It is so easy to define who we are by what we do.
I am an artist.
I am a yoga teacher.
I am a janitor.
I am a software engineer.
I am a stay-at-home mom.
In general, what we do can reflect our personalities, and to some extend, who we are, but I have a secret knowledge which led me to believe that we will only be in harmony with ourselves when what we do truly reflects who we are.
Unfortunately, there are many life rules and obstacles such as paying bills, grocery shopping, getting that "shoes", going on vacation, and others, which make it quite challenging and limiting for any of us to freely find out what we should do based on who we are.
We need a well-paid job.
We need a secured job.
We need a well-paid job so we can settle down comfortably and start a family.
We need a secured and well-paid job so we can support our family, send our kids to college and save enough to retire early.
So, we are told.
But, where is the manual to explain how a well-paid and secured job relates to what we enjoy doing and how we want to spend our days when each of us are so unique and different?
We can’t all want the same thing, can we?
But, finding out who we are is no easy task.

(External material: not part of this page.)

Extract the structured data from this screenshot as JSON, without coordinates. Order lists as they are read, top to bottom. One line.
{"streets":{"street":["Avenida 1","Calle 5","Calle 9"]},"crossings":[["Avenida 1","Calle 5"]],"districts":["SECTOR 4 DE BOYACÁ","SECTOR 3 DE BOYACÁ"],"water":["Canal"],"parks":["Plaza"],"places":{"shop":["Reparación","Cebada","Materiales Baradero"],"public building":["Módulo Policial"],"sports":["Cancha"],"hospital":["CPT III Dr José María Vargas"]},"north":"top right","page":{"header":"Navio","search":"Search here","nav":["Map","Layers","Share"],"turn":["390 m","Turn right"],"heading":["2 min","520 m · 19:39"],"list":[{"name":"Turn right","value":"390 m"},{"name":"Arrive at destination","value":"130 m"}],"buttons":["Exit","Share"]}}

It requires a lot of uncomfortable soul-searching questions, not to mention a lot of time.
Also, by limiting ourselves to just what we do, we are constantly unhappy with the answer. And, life goes on, frustrated.
I did not have the life manual until I found yoga.

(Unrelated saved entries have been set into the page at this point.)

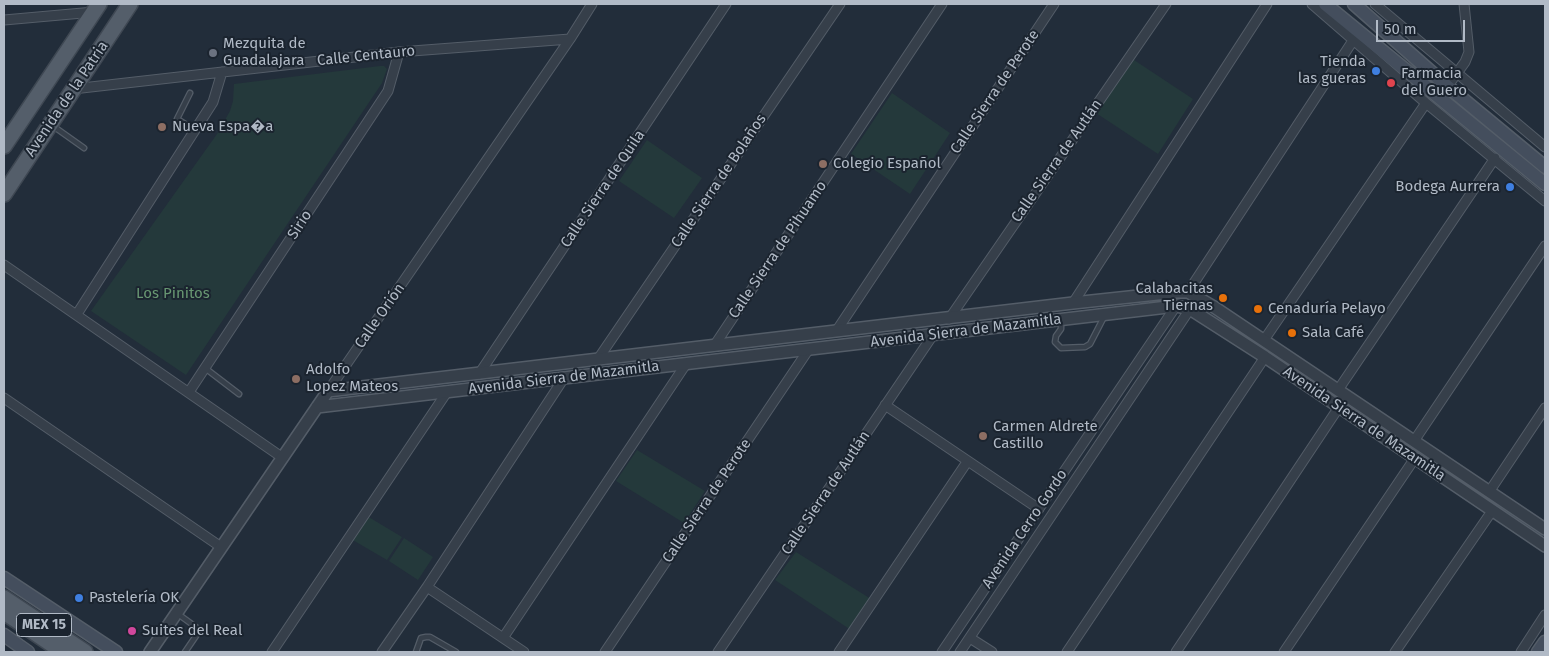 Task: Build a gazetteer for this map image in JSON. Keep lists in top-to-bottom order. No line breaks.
{"streets":{"main road":["Avenida de la Patria","MEX 15"],"street":["Calle Centauro","Calle Sierra de Perote","Calle Sierra de Autlán","Calle Sierra de Bolaños","Calle Sierra de Quila","Sirio","Calle Sierra de Pihuamo","Calle Orión","Avenida Sierra de Mazamitla","Avenida Cerro Gordo"]},"crossings":[["Calle Centauro","Avenida de la Patria"],["Calle Centauro","Sirio"],["Calle Centauro","Calle Orión"],["Calle Sierra de Perote","Avenida Sierra de Mazamitla"],["Calle Sierra de Autlán","Avenida Sierra de Mazamitla"],["Calle Sierra de Bolaños","Avenida Sierra de Mazamitla"],["Calle Sierra de Quila","Avenida Sierra de Mazamitla"],["Calle Sierra de Pihuamo","Avenida Sierra de Mazamitla"],["Calle Orión","Avenida Sierra de Mazamitla"],["Avenida Sierra de Mazamitla","Avenida Cerro Gordo"]],"parks":["Los Pinitos"],"places":["Mezquita de Guadalajara","Tienda las gueras","Farmacia del Guero","Nueva Espa�a","Colegio Español","Bodega Aurrera","Calabacitas Tiernas","Cenaduría Pelayo","Sala Café","Adolfo Lopez Mateos","Carmen Aldrete Castillo","Pastelería OK","Suites del Real"],"scale_bar":"50 m"} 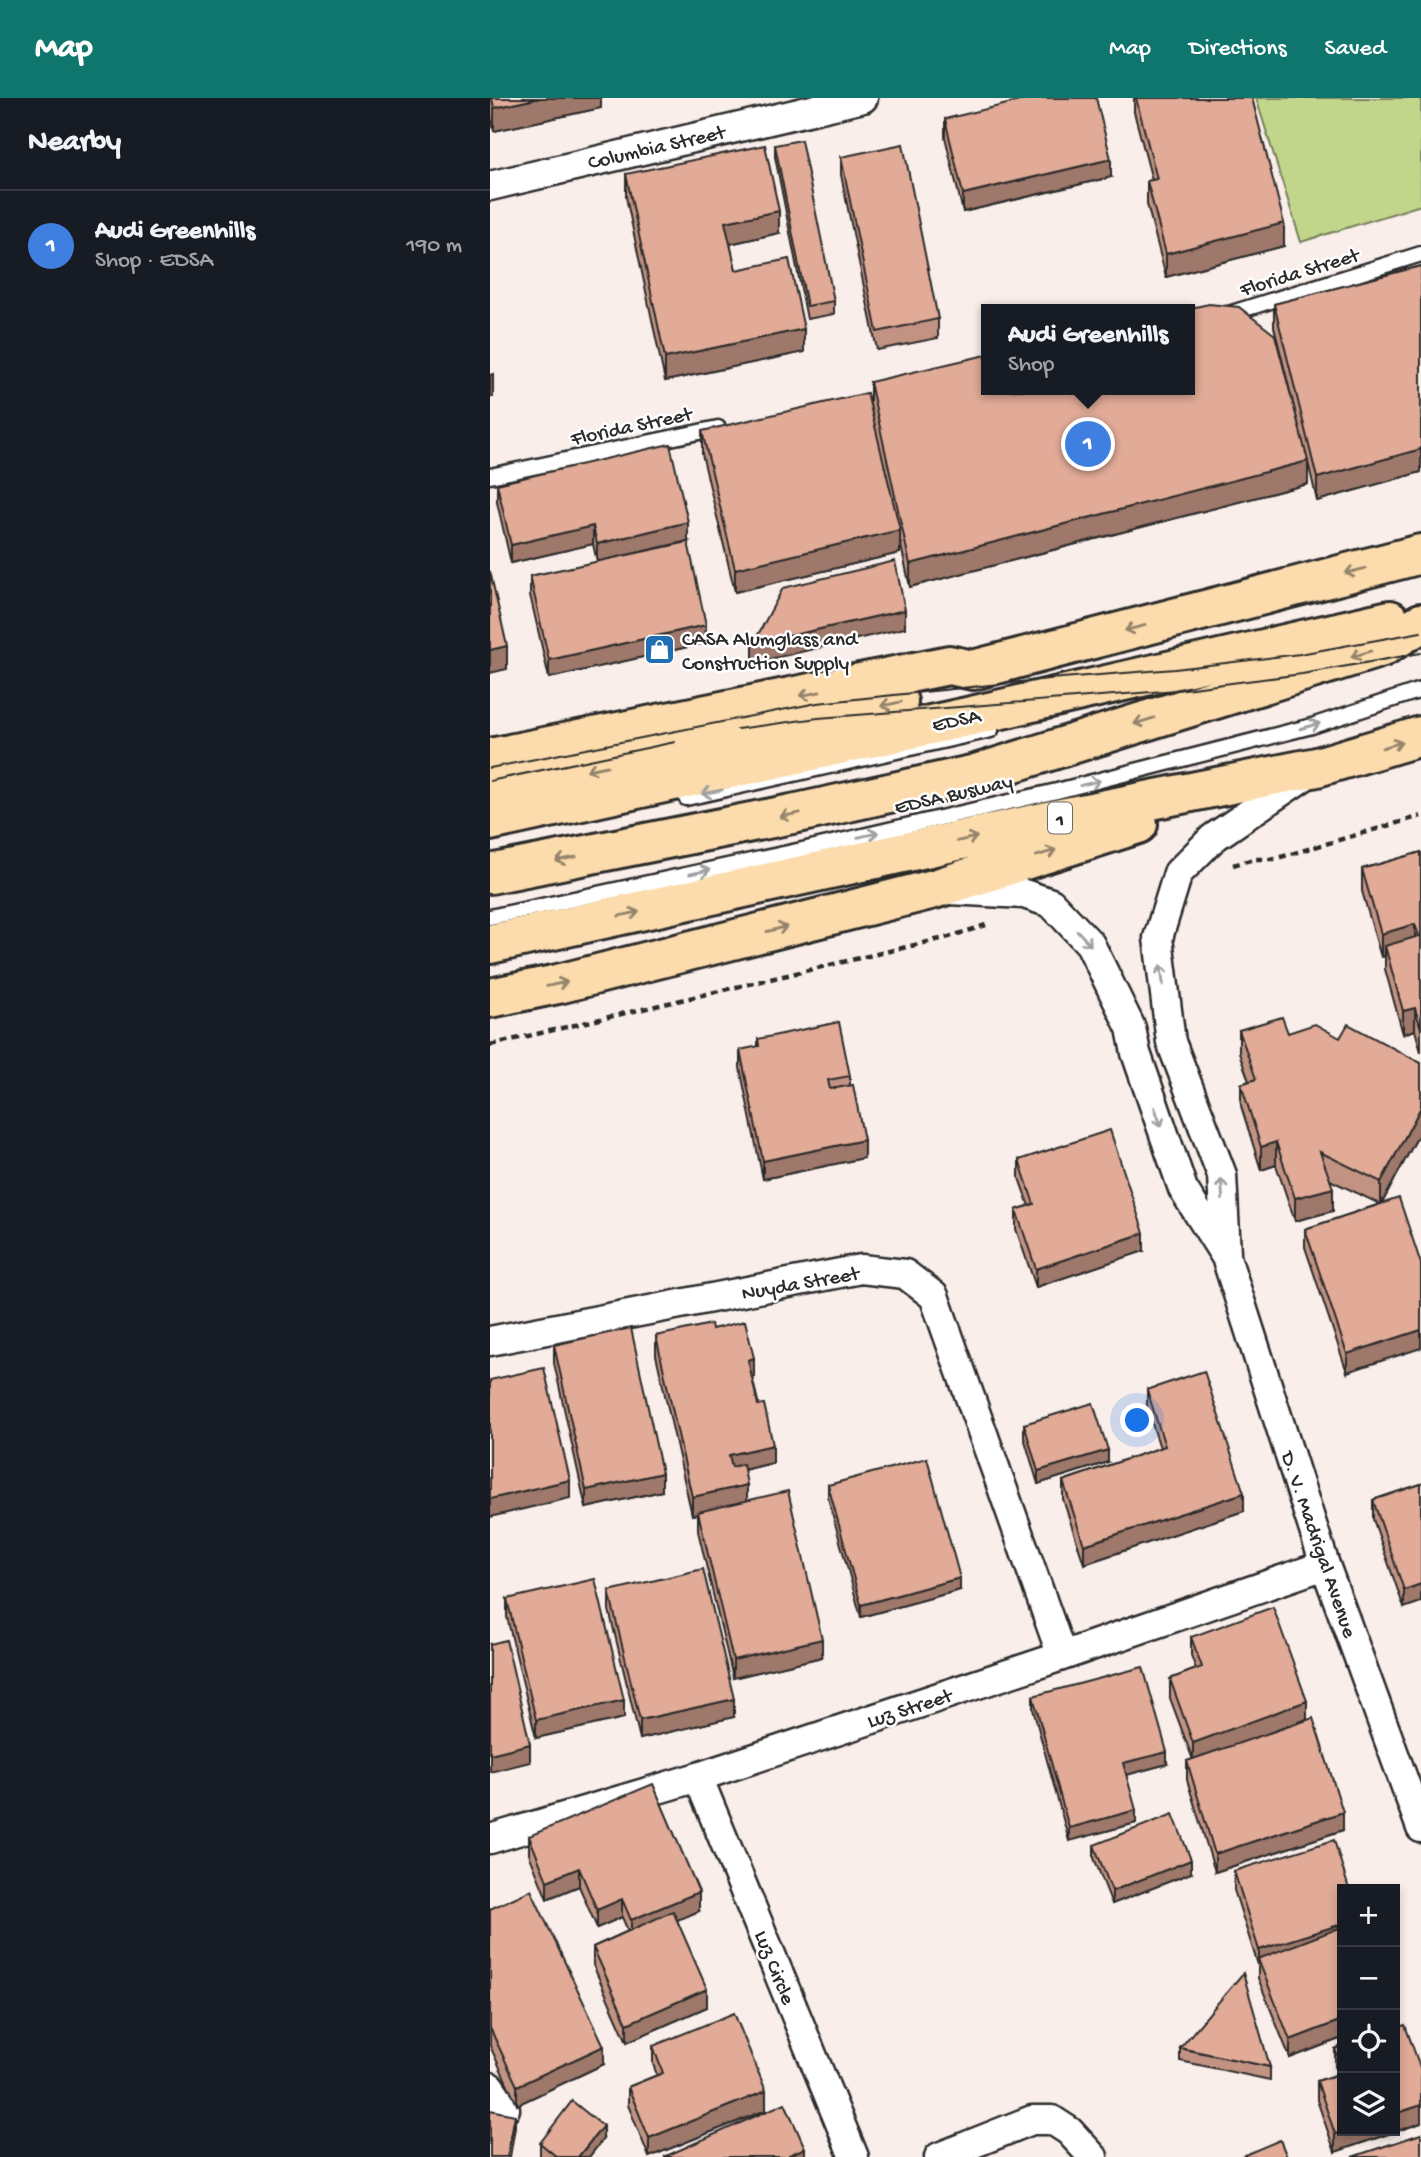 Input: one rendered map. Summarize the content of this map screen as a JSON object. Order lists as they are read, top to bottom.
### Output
{
  "streets": {
    "highway": ["EDSA", "1"],
    "street": [
      "Columbia Street",
      "Nuyda Street",
      "D. V. Madrigal Avenue",
      "Luz Street",
      "Luz Circle"
    ],
    "lane": ["Florida Street", "EDSA Busway"]
  },
  "crossings": [
    ["EDSA Busway", "1"],
    ["1", "D. V. Madrigal Avenue"],
    ["Nuyda Street", "Luz Street"],
    ["D. V. Madrigal Avenue", "Luz Street"],
    ["Luz Street", "Luz Circle"]
  ],
  "places": {
    "shop": ["CASA Alumglass and Construction Supply"]
  },
  "page": {
    "header": "Map",
    "nav": ["Map", "Directions", "Saved"],
    "heading": "Nearby",
    "list": [
      {
        "mark": "1",
        "name": "Audi Greenhills",
        "note": "Shop · EDSA",
        "value": "190 m"
      }
    ],
    "popup": ["Audi Greenhills", "Shop"],
    "pins": "1",
    "map_buttons": ["+", "−"]
  }
}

Yoga introduces me to a great journey of finding out who I actually am. And, that is why I decided to open a yoga studio.
It is my way of giving back and sharing what I gain to others.
I want to see as many people with a clearer understanding of who they are so they can make necessary decisions about what they should do with their lives, and go on living a much happier, fuller, more aware, and a whole lot healthier, life.
I never wish for my dream yoga studio project to end this way and I am very sad to be standing on the other side of the outcome of my effort.
But, looking back, I can see the reason underneath.Who I am is in conflict with what I was doing.
I was not cut out to be a yoga studio owner.
I do not have the personality to successfully make money out of people.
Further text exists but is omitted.